Consider, for instance, California. In the first quarter of 2009, according to the Mortgage Bankers Association, banks started foreclosures on 2.15 percent of all mortgages (that is, roughly one in 50). In the last quarter — the latest period for which data are available — that was down to 1.34 percent, a sizable drop….

But if you conclude from this that more folks have gotten their arms around their mortgages, think again. The number of new foreclosures may have dropped, but the number of people seriously behind on their mortgages has risen — from 4.75 percent of mortgage holders all the way up to 6.93 percent, an increase of close to 45 percent….Thanks to some combination of government pressure, genuine efforts at loan modifications, and reluctance to seize houses and try to sell them in a dismal market, banks are simply letting more debtors fall behind without foreclosing.

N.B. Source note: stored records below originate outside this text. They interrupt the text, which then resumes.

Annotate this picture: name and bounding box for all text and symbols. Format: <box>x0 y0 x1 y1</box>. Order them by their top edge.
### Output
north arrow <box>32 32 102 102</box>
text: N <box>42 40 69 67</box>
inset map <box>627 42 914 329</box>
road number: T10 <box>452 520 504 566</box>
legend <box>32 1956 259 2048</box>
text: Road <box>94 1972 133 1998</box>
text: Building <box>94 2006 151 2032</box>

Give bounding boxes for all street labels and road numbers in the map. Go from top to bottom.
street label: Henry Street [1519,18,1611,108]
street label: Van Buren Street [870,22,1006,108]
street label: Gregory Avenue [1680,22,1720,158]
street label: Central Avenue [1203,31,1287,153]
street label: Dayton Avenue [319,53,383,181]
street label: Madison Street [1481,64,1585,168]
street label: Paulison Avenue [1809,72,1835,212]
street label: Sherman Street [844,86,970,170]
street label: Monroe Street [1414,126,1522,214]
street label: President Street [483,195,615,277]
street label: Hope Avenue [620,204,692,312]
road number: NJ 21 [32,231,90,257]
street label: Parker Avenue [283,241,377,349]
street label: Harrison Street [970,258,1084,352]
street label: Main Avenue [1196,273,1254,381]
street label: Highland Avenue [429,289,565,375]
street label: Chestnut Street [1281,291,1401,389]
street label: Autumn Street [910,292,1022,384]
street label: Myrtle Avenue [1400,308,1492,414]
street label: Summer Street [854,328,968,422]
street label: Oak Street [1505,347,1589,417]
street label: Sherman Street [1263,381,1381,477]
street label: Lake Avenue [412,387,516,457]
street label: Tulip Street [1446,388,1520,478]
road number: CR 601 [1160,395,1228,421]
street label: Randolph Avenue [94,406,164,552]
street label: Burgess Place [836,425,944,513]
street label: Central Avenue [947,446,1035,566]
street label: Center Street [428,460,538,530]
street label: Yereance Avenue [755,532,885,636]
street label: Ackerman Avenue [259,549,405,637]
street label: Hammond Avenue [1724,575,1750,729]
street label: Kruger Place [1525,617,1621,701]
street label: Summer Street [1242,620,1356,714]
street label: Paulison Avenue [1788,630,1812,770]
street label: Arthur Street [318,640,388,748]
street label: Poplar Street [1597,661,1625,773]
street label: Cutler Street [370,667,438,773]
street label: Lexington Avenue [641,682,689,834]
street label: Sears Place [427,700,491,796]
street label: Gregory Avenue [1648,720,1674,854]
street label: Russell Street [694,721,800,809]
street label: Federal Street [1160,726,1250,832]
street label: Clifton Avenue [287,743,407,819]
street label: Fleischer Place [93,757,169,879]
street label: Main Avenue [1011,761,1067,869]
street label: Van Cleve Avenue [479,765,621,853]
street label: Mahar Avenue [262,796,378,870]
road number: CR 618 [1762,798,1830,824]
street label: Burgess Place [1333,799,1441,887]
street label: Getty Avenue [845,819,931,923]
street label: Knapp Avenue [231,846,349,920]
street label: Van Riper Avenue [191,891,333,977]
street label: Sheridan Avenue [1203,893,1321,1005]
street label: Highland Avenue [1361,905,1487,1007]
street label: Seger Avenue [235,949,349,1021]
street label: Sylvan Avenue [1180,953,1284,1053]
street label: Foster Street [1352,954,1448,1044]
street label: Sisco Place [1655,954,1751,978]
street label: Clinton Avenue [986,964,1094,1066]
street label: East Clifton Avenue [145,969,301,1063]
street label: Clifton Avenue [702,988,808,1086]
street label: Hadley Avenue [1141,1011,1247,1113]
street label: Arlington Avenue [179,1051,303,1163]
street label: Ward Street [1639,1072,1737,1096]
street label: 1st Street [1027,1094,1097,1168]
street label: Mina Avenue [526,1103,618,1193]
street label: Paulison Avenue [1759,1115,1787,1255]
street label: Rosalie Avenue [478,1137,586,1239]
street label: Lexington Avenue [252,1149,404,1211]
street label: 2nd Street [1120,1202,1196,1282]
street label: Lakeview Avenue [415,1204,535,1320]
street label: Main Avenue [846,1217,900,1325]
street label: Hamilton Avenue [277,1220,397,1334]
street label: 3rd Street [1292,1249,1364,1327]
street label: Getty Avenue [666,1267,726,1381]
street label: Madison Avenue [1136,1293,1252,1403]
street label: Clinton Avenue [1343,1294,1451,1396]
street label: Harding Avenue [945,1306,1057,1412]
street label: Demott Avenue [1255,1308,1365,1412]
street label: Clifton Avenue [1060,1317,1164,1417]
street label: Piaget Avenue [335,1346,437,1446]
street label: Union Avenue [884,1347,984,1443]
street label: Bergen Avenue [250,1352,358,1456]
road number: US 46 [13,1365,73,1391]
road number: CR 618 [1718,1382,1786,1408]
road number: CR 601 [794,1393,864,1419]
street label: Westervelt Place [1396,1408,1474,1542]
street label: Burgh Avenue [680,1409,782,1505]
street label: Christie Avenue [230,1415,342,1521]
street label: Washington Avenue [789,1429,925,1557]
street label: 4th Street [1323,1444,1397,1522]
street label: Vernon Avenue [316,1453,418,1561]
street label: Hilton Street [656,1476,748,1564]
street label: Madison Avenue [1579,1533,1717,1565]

….The Realtors’ association happily reports that housing prices are rising because of tightening “inventory” — the trade term for “fewer houses for sale” — but underneath this is the scary reality that there are ever more folks seriously behind on their loans and waiting for lenders to take their houses and condos. This is something that lenders are reluctant to do because they still have no one to sell them to. The housing market looks stable only because lenders are avoiding flooding it with foreclosed properties.

There’s something more fundamental at work too: housing prices may have stablized recently, but they’ve done so at a level quite a bit higher than their pre-bubble value. Now, I’ve long thought that when the housing crash is finally over, prices might actually end up somewhat higher than their historical trend rate, but even if I’m right (never a sure bet) my guess is that prices might end up 10-20% higher, not 30-40% higher, which is where they are now. Bottom line: the housing market still has a ways to fall, and when the foreclosure moratorium finally ends it’s likely to spark another 20% fall in housing values. Or maybe more. The fat lady hasn’t sung yet.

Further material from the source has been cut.